→ **What is needed**: Each line from the first down to the one containing "height:4px; margin-top:-2px; transform-origin:0;" should be returned exactly as it appears below.

(Extracted data entries)

● ● ●

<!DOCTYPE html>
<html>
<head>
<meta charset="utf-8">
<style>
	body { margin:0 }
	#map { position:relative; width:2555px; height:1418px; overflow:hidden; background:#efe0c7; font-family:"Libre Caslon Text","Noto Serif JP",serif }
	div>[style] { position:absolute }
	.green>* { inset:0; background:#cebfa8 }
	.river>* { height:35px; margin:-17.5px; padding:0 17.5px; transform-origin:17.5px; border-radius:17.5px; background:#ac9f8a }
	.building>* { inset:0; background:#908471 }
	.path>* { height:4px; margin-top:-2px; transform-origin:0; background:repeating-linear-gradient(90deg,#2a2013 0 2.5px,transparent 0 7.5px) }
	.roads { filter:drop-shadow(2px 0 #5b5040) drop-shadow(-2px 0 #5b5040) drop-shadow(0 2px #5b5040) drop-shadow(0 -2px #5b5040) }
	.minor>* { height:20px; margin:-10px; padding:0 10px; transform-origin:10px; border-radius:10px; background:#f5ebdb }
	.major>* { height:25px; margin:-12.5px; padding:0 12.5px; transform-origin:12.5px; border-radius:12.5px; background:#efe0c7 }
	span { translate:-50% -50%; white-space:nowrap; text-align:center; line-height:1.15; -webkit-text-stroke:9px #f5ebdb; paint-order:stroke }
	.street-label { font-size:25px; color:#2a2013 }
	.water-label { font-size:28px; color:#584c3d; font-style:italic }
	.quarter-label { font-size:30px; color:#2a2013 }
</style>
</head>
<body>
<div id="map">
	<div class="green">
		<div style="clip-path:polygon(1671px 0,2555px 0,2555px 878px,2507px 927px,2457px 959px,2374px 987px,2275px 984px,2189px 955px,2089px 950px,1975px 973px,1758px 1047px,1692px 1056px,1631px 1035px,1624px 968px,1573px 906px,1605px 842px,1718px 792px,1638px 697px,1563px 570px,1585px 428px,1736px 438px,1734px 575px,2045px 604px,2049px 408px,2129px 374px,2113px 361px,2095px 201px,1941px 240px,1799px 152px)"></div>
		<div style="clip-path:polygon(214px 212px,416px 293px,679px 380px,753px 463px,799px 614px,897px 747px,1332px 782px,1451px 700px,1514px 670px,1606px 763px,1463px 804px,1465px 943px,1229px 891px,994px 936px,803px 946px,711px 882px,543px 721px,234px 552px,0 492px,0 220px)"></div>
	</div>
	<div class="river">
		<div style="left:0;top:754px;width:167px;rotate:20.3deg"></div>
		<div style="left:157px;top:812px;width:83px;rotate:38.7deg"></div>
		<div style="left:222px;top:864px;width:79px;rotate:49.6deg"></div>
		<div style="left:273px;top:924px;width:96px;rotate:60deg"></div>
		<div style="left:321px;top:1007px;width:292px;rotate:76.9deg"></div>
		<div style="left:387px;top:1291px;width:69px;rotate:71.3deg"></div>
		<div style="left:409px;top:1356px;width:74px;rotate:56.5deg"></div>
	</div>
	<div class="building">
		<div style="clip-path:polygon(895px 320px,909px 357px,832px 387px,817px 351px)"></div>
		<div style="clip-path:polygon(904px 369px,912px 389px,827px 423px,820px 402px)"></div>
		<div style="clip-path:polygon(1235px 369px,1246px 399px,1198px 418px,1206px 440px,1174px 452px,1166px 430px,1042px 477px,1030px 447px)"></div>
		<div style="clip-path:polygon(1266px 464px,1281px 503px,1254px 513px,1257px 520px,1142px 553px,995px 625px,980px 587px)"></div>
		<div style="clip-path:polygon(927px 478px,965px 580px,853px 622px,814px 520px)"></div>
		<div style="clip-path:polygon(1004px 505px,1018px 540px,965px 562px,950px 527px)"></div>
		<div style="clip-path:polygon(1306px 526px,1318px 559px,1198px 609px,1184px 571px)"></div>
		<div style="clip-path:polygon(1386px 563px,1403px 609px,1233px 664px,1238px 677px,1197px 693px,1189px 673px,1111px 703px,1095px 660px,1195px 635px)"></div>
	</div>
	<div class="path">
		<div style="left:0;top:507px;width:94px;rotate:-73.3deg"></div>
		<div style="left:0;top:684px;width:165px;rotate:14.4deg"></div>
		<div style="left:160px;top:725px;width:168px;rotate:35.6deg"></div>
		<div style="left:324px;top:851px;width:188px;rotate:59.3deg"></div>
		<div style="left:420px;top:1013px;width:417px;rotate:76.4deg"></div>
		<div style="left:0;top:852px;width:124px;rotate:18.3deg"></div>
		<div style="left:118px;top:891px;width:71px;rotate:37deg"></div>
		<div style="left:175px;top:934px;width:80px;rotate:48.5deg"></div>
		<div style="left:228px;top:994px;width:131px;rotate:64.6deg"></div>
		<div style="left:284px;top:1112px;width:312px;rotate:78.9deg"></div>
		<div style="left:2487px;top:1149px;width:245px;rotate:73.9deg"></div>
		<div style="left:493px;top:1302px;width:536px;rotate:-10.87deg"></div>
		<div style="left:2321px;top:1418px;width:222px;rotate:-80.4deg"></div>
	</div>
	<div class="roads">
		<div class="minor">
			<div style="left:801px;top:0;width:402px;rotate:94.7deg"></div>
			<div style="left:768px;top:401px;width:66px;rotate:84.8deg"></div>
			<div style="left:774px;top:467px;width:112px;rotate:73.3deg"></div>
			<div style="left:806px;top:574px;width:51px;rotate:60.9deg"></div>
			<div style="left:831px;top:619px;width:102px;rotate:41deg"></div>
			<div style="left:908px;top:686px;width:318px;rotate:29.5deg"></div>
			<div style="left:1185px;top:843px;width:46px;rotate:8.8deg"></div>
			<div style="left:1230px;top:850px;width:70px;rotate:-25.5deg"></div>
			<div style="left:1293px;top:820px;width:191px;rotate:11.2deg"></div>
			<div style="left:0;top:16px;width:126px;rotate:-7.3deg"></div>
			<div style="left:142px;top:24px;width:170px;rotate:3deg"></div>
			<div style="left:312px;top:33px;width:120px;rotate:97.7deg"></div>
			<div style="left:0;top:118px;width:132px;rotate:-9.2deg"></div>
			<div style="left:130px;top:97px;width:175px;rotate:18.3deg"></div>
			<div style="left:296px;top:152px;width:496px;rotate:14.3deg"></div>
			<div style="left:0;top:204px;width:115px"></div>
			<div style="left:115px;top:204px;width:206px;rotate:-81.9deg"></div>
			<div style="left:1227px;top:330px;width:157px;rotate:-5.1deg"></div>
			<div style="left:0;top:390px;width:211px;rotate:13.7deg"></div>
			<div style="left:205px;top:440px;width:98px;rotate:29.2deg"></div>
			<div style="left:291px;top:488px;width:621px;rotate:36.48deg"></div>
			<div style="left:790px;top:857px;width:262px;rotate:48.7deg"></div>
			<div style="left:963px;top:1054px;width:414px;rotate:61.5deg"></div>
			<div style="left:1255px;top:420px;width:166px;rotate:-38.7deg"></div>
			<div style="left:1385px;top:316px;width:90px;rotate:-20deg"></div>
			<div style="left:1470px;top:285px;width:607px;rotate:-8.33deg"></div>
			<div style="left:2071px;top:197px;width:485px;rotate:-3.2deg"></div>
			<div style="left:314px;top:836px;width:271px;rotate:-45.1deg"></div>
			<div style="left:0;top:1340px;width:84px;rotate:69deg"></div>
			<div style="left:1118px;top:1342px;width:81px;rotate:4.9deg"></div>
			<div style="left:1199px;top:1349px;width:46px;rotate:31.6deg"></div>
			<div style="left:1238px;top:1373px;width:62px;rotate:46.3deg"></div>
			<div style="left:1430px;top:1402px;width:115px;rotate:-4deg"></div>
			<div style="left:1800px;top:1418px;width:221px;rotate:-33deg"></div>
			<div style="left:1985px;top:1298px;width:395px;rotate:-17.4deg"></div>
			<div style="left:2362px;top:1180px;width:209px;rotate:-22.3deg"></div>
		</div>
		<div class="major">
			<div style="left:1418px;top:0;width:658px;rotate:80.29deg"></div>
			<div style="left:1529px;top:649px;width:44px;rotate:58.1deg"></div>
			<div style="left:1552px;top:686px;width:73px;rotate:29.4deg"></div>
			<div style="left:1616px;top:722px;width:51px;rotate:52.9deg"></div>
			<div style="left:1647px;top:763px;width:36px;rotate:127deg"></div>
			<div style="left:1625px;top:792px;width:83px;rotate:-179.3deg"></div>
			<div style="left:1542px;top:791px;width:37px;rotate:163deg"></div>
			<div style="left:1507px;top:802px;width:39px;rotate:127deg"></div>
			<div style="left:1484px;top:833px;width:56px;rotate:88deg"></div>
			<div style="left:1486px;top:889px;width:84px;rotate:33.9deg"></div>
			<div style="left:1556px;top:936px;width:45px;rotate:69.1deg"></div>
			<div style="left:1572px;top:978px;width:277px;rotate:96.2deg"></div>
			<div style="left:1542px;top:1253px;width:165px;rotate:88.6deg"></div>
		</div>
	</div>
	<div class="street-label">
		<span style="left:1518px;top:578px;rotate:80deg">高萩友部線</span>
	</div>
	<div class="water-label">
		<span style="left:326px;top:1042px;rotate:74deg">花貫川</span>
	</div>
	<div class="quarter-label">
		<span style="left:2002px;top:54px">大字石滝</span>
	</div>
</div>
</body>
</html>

● ● ●

→ **Problem solution**:
<!DOCTYPE html>
<html>
<head>
<meta charset="utf-8">
<style>
	body { margin:0 }
	#map { position:relative; width:2555px; height:1418px; overflow:hidden; background:#efe0c7; font-family:"Libre Caslon Text","Noto Serif JP",serif }
	div>[style] { position:absolute }
	.green>* { inset:0; background:#cebfa8 }
	.river>* { height:35px; margin:-17.5px; padding:0 17.5px; transform-origin:17.5px; border-radius:17.5px; background:#ac9f8a }
	.building>* { inset:0; background:#908471 }
	.path>* { height:4px; margin-top:-2px; transform-origin:0; background:repeating-linear-gradient(90deg,#2a2013 0 2.5px,transparent 0 7.5px) }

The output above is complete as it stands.